**EXERCISE INSTRUCTIONS:** Collect every line below that contains the word "roads".

**DATA FOR PROCESSING:**
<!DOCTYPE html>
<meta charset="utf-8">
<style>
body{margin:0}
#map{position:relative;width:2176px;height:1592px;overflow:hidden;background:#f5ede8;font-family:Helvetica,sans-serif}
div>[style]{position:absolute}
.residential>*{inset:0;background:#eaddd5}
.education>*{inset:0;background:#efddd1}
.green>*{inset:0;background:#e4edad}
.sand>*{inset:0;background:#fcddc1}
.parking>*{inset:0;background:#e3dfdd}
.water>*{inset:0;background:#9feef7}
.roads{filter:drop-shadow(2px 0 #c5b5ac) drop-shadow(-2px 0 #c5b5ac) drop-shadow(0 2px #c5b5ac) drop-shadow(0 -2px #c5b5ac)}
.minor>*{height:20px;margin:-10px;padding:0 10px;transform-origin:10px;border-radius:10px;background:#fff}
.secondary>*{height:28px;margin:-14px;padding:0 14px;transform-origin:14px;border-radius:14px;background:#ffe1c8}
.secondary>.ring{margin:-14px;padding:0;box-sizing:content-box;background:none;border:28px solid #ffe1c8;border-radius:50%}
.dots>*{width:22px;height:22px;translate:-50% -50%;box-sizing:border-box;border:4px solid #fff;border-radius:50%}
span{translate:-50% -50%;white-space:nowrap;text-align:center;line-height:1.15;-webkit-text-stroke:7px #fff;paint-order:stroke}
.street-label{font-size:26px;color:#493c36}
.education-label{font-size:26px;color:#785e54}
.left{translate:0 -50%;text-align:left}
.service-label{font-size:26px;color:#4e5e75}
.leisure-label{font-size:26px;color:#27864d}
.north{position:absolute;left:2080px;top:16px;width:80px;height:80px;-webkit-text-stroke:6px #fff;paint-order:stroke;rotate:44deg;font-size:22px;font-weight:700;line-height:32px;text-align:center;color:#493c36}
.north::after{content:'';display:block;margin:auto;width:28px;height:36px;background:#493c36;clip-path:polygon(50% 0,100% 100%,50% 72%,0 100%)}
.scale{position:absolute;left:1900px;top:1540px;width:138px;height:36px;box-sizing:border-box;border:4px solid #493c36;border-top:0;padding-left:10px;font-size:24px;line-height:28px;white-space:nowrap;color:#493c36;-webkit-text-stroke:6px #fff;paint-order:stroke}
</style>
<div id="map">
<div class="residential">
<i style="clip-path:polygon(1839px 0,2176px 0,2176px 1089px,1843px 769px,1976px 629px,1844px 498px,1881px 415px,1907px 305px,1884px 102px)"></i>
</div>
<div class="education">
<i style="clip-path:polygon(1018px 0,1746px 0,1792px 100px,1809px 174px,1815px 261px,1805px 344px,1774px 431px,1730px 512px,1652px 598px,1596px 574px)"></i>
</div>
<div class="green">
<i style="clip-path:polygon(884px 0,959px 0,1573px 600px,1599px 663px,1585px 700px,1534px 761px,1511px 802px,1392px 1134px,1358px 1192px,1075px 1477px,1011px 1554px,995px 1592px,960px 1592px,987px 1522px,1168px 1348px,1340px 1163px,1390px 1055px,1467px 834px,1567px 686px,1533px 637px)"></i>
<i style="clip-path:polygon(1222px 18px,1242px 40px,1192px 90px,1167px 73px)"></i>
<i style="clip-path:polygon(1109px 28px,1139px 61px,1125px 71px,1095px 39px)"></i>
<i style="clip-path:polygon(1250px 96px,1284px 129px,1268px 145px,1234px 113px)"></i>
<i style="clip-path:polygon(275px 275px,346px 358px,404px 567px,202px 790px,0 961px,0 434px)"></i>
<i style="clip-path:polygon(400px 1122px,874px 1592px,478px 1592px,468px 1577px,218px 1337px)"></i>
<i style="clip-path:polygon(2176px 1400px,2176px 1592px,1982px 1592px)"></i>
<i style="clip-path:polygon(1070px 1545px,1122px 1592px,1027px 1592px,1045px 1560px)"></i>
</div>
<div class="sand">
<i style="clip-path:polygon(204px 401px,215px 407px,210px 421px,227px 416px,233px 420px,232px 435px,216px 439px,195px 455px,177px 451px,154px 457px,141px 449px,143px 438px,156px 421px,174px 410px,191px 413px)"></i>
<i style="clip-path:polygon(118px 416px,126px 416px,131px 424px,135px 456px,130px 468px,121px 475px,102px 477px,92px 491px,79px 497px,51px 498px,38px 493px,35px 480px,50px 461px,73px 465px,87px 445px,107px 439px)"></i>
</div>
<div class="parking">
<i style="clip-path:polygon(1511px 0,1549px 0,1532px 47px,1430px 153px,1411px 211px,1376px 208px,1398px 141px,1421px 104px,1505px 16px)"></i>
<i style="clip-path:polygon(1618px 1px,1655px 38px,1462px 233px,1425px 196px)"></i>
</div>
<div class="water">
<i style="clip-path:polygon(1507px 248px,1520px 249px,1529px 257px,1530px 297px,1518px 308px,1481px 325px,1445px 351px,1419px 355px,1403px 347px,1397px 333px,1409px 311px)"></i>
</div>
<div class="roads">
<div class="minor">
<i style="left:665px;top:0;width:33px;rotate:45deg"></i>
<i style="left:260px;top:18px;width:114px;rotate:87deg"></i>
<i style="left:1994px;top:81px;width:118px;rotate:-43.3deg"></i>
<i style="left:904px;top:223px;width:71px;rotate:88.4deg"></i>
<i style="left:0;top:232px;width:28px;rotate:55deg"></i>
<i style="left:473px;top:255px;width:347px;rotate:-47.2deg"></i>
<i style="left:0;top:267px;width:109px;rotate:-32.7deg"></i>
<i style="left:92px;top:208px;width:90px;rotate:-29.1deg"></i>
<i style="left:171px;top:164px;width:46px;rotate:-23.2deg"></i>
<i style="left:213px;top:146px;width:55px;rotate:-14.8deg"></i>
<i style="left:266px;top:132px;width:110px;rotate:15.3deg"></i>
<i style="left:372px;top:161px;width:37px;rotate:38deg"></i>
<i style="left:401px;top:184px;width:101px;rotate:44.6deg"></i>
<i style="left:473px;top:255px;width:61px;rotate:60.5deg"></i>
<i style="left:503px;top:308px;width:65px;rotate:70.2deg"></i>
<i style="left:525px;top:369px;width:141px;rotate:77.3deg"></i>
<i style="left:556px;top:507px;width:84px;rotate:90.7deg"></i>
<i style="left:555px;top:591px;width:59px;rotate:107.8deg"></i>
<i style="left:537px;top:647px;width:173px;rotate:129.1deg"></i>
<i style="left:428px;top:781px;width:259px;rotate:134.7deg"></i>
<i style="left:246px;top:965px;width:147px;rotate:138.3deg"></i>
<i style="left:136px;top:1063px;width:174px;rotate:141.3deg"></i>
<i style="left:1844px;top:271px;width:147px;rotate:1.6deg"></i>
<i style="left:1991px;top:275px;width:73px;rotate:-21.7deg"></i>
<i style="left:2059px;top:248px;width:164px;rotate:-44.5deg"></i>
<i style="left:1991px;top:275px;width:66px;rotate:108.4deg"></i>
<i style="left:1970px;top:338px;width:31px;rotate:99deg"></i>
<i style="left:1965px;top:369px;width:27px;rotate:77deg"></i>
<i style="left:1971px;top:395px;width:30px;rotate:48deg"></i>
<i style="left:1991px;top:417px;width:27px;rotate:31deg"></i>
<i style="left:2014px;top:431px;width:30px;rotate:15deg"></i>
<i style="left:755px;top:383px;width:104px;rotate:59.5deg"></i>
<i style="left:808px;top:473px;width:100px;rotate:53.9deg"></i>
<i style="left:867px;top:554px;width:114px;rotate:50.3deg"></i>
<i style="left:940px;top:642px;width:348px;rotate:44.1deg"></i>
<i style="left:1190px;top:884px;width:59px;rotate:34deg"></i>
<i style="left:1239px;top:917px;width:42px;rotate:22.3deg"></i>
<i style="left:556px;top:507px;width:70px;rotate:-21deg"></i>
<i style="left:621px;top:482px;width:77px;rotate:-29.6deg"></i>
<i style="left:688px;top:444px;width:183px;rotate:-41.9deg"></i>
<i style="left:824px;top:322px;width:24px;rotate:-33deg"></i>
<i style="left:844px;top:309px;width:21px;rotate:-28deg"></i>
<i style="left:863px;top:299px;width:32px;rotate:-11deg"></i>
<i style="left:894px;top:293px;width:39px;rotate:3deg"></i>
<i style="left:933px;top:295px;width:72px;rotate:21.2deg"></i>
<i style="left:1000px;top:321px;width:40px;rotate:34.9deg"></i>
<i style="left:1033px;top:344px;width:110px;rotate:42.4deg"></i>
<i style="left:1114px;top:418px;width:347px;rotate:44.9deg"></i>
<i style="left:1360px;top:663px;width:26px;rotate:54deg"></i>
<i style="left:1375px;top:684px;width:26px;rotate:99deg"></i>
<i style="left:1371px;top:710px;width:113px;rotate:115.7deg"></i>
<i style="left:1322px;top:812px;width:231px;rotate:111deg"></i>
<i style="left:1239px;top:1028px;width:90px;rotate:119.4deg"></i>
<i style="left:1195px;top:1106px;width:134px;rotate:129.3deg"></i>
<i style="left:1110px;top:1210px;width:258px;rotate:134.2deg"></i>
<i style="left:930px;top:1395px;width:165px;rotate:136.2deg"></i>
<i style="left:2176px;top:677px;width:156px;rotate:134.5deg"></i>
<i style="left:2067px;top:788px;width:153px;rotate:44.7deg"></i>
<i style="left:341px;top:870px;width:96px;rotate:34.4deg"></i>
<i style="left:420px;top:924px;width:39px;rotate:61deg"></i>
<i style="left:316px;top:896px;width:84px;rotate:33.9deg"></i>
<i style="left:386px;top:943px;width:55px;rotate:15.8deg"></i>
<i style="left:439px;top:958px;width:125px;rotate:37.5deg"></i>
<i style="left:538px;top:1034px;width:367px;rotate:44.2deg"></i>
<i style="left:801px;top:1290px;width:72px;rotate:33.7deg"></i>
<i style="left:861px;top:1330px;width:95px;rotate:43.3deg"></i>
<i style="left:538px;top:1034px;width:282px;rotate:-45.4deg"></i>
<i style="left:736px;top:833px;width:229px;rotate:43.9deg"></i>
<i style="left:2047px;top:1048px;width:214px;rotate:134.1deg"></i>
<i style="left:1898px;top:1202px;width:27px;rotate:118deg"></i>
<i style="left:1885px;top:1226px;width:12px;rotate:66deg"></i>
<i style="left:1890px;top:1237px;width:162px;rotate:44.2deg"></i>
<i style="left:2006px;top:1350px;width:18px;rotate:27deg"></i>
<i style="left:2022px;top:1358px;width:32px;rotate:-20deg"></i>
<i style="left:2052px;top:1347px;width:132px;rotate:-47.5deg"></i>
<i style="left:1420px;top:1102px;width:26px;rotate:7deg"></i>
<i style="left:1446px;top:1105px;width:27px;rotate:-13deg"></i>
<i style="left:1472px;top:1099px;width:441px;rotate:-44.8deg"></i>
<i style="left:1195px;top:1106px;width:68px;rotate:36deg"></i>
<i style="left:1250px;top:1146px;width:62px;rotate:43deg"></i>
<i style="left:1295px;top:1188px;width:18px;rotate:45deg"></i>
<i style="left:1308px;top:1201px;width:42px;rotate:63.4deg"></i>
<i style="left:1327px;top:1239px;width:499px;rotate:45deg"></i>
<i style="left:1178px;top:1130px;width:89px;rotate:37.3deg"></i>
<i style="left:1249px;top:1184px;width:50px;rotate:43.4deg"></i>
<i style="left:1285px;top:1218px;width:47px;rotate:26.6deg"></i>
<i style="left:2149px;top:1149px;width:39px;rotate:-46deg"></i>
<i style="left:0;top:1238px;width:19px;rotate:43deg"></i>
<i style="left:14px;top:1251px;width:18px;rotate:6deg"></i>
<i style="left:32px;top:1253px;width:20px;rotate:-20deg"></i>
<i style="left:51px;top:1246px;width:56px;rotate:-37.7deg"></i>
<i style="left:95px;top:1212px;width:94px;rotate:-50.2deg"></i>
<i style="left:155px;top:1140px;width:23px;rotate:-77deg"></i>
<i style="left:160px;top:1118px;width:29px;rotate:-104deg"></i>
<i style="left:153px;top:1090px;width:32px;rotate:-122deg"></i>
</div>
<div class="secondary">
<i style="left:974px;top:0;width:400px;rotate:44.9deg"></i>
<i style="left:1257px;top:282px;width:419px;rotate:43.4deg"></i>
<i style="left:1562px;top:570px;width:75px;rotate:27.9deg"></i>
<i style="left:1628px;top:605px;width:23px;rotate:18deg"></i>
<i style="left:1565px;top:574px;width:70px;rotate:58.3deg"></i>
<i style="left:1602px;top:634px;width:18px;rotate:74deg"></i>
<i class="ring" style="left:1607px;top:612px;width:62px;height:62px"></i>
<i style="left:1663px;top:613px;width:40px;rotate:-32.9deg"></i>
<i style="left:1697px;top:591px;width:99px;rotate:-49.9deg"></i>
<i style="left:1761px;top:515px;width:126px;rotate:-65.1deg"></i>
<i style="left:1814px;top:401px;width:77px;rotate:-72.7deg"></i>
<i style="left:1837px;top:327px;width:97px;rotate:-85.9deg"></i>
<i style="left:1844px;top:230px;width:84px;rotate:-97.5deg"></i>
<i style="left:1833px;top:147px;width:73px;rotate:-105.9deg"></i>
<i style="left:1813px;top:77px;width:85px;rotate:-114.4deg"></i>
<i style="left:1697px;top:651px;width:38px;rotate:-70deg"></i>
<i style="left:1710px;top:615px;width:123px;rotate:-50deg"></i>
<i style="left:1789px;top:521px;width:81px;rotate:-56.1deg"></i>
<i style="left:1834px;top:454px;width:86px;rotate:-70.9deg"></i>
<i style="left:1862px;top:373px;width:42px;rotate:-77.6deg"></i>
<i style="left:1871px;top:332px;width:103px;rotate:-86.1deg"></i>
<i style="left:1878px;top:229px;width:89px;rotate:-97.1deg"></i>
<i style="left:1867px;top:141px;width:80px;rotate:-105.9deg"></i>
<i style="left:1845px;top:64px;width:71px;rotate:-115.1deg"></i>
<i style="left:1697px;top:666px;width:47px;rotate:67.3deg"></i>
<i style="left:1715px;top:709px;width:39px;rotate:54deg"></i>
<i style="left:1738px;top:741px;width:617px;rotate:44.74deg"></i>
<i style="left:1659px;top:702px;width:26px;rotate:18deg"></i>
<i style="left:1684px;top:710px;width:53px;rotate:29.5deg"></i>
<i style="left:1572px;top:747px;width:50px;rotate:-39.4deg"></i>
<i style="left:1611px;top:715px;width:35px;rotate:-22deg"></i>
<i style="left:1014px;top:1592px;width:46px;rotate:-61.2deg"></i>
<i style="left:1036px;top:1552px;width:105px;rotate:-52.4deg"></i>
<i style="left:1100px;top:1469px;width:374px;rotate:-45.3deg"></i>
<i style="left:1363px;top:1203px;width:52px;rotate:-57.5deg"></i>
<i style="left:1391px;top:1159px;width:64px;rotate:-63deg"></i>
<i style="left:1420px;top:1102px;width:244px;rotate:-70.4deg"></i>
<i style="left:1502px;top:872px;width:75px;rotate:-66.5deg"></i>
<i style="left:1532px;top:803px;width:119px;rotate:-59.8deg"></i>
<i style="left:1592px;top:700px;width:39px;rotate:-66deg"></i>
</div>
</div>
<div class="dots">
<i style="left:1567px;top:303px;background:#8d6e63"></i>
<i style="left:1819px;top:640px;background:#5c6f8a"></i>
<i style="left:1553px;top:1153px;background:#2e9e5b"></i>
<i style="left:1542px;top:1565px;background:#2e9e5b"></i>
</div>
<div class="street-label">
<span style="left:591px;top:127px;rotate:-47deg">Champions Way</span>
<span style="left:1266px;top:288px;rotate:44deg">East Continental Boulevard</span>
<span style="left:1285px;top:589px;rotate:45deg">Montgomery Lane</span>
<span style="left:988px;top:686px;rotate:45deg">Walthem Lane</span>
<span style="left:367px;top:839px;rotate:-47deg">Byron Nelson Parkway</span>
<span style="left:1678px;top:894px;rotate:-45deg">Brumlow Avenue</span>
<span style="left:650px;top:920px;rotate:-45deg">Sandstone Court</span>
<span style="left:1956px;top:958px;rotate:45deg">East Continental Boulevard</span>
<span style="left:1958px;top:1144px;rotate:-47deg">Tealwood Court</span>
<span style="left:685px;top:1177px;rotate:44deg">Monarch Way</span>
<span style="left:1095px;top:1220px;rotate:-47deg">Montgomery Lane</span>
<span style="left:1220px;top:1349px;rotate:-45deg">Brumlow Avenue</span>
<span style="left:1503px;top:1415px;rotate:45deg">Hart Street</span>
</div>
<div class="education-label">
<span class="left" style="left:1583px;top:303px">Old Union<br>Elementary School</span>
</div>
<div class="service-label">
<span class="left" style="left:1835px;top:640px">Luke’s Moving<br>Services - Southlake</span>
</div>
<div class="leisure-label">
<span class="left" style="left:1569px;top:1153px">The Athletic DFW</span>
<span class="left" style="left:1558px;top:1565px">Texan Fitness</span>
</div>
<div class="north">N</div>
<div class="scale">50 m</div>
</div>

**ANSWER AREA:**
.roads{filter:drop-shadow(2px 0 #c5b5ac) drop-shadow(-2px 0 #c5b5ac) drop-shadow(0 2px #c5b5ac) drop-shadow(0 -2px #c5b5ac)}
<div class="roads">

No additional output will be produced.